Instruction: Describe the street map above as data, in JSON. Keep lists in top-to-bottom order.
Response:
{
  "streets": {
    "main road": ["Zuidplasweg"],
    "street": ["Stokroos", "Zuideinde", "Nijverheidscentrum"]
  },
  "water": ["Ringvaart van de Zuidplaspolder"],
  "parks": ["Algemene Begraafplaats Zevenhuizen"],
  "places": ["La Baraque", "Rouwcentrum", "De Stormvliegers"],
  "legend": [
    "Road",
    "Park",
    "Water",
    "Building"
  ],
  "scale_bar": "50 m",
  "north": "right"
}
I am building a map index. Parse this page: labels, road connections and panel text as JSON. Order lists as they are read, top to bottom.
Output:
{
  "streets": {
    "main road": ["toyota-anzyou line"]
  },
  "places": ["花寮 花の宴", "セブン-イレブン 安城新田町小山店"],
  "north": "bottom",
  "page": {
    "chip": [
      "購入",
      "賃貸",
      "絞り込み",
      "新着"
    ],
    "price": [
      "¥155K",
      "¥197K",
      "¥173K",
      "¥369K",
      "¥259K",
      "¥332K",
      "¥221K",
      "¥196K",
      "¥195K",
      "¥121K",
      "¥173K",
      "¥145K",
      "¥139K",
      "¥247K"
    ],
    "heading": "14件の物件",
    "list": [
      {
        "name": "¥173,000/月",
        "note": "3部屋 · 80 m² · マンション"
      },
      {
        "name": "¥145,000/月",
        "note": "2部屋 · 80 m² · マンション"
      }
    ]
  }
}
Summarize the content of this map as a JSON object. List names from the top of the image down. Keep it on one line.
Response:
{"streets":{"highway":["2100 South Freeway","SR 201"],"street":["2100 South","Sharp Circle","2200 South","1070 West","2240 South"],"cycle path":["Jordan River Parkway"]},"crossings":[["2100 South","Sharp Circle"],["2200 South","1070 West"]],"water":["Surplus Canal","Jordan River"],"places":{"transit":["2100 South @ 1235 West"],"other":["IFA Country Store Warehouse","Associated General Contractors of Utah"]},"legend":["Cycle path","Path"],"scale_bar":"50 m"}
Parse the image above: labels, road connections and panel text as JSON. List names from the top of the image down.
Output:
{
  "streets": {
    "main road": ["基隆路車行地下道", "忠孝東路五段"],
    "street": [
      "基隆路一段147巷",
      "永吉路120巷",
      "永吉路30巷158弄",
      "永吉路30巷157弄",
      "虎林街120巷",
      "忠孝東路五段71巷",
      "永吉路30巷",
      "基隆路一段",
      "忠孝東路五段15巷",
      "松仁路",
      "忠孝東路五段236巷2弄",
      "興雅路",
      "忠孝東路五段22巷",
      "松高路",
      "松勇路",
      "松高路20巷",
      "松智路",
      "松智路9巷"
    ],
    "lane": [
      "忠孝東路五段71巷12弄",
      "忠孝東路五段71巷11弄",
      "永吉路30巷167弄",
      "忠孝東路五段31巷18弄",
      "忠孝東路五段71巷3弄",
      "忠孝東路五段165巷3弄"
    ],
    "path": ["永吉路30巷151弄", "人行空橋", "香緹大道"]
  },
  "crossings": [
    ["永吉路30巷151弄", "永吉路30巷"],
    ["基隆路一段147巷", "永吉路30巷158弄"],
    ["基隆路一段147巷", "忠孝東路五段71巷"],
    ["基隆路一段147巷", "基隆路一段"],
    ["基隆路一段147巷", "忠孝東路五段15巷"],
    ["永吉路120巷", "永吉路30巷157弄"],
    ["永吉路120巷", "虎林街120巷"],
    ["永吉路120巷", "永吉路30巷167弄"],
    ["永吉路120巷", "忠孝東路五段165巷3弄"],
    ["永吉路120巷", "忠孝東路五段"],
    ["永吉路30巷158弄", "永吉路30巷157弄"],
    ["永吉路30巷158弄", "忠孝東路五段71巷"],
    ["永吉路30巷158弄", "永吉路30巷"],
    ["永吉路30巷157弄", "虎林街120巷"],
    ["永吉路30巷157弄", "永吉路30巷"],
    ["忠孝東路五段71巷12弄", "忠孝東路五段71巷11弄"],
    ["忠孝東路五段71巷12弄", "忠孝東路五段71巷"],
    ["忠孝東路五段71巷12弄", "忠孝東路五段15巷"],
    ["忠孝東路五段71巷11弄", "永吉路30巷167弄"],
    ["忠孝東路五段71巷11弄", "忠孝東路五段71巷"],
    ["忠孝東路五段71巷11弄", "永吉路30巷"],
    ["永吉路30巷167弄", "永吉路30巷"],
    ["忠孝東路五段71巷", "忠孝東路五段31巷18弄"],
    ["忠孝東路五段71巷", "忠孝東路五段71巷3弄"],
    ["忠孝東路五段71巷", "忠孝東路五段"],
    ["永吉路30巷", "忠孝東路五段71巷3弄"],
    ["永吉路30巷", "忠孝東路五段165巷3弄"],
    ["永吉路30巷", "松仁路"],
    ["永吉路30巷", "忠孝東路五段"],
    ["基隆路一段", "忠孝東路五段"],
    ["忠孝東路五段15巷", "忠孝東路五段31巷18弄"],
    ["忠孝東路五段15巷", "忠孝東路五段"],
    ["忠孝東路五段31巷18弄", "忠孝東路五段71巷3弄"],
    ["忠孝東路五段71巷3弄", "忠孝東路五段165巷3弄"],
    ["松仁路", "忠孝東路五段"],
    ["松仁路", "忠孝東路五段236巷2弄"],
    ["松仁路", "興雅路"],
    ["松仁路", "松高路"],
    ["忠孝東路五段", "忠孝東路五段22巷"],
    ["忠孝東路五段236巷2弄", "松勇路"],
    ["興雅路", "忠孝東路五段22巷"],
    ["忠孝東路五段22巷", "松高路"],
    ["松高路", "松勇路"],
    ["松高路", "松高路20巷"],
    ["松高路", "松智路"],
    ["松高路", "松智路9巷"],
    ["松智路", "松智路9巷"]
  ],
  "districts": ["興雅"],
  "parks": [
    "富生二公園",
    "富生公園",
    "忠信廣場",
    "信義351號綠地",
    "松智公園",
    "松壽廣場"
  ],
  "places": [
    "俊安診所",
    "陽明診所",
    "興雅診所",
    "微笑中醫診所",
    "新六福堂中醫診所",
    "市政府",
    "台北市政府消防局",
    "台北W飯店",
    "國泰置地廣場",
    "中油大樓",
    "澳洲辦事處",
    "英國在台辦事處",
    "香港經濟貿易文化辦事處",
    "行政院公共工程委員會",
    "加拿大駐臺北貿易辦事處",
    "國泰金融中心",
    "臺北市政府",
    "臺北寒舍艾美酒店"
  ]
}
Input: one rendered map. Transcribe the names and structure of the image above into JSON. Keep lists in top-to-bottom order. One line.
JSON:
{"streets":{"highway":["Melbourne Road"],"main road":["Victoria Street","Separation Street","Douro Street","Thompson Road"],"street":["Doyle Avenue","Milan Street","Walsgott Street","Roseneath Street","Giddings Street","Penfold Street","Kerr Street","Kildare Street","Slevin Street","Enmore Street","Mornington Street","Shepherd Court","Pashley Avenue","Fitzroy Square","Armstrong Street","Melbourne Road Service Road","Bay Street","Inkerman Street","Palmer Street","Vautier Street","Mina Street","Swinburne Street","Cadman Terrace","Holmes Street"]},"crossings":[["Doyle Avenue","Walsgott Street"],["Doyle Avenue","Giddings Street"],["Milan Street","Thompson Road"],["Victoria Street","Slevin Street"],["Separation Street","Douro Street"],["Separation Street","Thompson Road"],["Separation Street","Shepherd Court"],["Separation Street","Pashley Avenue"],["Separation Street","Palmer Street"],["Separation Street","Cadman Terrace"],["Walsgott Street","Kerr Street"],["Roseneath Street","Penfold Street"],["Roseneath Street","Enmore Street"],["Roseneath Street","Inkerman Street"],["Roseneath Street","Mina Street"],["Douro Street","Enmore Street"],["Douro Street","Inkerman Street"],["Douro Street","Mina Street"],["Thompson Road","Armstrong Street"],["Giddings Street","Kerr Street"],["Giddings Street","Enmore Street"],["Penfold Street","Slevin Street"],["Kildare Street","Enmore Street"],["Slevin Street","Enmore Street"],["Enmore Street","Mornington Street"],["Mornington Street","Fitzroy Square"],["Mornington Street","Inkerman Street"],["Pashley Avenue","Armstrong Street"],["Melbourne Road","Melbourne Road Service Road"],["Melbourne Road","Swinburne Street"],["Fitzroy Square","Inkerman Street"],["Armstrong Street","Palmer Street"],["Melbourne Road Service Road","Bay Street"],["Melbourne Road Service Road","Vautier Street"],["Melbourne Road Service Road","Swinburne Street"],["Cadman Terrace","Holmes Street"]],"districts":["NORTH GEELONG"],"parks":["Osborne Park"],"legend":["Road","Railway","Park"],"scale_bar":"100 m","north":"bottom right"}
================================
### Action item
Look above for the line holding "I am building" and the line holding "Summarize the content", then output exactly those two lines and every line between them, nothing more.

### Response area
I am building a map index. Parse this page: labels, road connections and panel text as JSON. Order lists as they are read, top to bottom.
Output:
{
  "streets": {
    "main road": ["toyota-anzyou line"]
  },
  "places": ["花寮 花の宴", "セブン-イレブン 安城新田町小山店"],
  "north": "bottom",
  "page": {
    "chip": [
      "購入",
      "賃貸",
      "絞り込み",
      "新着"
    ],
    "price": [
      "¥155K",
      "¥197K",
      "¥173K",
      "¥369K",
      "¥259K",
      "¥332K",
      "¥221K",
      "¥196K",
      "¥195K",
      "¥121K",
      "¥173K",
      "¥145K",
      "¥139K",
      "¥247K"
    ],
    "heading": "14件の物件",
    "list": [
      {
        "name": "¥173,000/月",
        "note": "3部屋 · 80 m² · マンション"
      },
      {
        "name": "¥145,000/月",
        "note": "2部屋 · 80 m² · マンション"
      }
    ]
  }
}
Summarize the content of this map as a JSON object. List names from the top of the image down. Keep it on one line.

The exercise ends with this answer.